しかし罪の大きさはともかくとして、楽勝で終わるはずだった計画が初っ端から頓挫し、むしろ生きて帰ることすら難しい状況に追い込まれていきます。

 

この盲目おじさんを演じるスティーヴン・ラングの怪演が本当に素晴らしく、ここまで不気味で恐ろしいキャラクターを目にしたのは久しぶりです。

個人的にはミザリーおばさんに匹敵するくらい。

ちょこちょこと大作にも出演している、ベテランの名脇役といった感じですが、素の状態だとなかなかのナイスミドル。

本作を傑作たらしめている要因の8割は彼のおかげと言っても過言ではないでしょう。

 

 

物語としては、どこか不気味さ漂う盲目おじさんの家に忍び込むサスペンス風な前半と、一転しておじさんから決死の脱出を図る後半といった構成。

何せ”盲目”という事実があり、息さえ殺せば存在がバレることはないのですが、一転して息を殺さなければいけない状況に追い込まれる温度差はかなり緊張感を高めます。

強盗に入った立場とはいえコチラの言い分は全く耳に入らず、マイペースに殺しに来るおじさんは本当に怖いっす。

 

特に演出的な”静”と”動”の使い分けは秀逸で、物音しない環境でヌッと現れるおじさんの恐怖。

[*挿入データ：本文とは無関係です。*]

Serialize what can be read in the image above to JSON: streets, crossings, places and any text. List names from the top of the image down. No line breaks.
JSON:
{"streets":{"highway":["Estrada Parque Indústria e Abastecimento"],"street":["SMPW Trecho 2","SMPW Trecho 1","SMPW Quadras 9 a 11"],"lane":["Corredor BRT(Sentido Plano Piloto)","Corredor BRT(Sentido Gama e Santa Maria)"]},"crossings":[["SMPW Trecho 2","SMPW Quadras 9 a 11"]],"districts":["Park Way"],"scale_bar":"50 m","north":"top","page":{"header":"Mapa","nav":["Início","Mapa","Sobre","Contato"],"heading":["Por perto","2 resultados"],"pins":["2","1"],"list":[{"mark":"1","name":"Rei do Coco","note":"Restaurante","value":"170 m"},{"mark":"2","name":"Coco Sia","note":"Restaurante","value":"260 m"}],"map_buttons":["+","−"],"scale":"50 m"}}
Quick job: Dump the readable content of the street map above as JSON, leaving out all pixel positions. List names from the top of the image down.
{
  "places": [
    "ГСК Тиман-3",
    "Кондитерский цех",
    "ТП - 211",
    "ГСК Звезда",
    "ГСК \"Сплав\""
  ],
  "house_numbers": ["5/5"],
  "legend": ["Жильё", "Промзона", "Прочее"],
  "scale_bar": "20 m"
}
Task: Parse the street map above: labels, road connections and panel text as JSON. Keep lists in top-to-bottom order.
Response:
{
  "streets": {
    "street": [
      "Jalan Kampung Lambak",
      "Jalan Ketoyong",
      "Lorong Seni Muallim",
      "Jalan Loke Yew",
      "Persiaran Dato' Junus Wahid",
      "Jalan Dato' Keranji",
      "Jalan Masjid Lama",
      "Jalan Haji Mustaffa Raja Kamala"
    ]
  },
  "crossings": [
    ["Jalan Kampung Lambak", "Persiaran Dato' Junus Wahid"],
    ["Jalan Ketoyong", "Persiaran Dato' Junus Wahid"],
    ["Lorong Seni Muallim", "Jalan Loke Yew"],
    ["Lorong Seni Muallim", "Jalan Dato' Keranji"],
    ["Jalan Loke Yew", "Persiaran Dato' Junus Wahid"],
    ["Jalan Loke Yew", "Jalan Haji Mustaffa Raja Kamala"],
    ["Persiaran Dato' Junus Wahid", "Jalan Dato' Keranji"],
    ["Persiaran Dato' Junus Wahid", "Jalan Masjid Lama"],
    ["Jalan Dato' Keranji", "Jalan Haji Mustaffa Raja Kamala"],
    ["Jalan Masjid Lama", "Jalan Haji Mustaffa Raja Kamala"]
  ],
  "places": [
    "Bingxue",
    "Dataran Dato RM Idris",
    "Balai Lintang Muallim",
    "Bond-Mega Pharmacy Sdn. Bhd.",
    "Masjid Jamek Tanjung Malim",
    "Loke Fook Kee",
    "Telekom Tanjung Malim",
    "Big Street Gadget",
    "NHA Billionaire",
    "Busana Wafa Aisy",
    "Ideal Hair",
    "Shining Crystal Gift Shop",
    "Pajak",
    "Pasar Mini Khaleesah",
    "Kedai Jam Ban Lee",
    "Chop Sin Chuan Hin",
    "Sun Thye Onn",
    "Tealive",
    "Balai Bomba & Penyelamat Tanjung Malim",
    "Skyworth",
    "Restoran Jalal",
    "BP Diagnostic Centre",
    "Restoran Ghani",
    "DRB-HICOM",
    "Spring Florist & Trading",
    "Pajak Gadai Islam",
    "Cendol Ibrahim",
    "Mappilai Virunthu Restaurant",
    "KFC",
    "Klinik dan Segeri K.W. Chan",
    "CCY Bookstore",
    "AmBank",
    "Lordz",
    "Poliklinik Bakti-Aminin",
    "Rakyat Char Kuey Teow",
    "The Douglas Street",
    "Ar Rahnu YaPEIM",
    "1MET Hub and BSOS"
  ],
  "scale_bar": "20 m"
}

ある程度の位置に当たりをつけ、全力で追って来るおじさんの恐怖。

床や壁の軋み音や、人を殴打する生々しい音、そして暗がりに映える計算された照明など、視覚的にも聴覚的にも計算された演出の数々。

とにかく疲れる映画です。

 

 

そして二転三転した末に、明らかになるおじさんの異常性もまた素晴らしい。

いや素晴らしくはないんだけど、とある人物を拉致し、目的のために監禁する発想は完全にイカれています。

 

特に終盤に不良少女・ロッキーを捕まえ、彼女にしようとしたことは鳥肌ものでして、女性はリアルに怖いシーンじゃないですかね。

娘を失ったおじさんが復讐に走るのではなく、その代わりを貰うという冷静にイカれた発想はマジでドン引きものですよ。

また、過去に失ったものを取り返すために異常性を発揮するおじさんと、自分の未来を手に入れるために執念を発揮するロッキーと、互いの夢を賭けたガチンコ対決もそれなりに見応えがありますよ。

 

 

あとはちょっとマイナス面として、おじさんが醸し出す脅威に微妙に綻びが見える印象。

隠れてコソコソ喋ってる分にはあまりバレなかったり、暗闇以外では絶望的な脅威を感じづらかったりと、もう一声の緊張感が欲しかった気もします。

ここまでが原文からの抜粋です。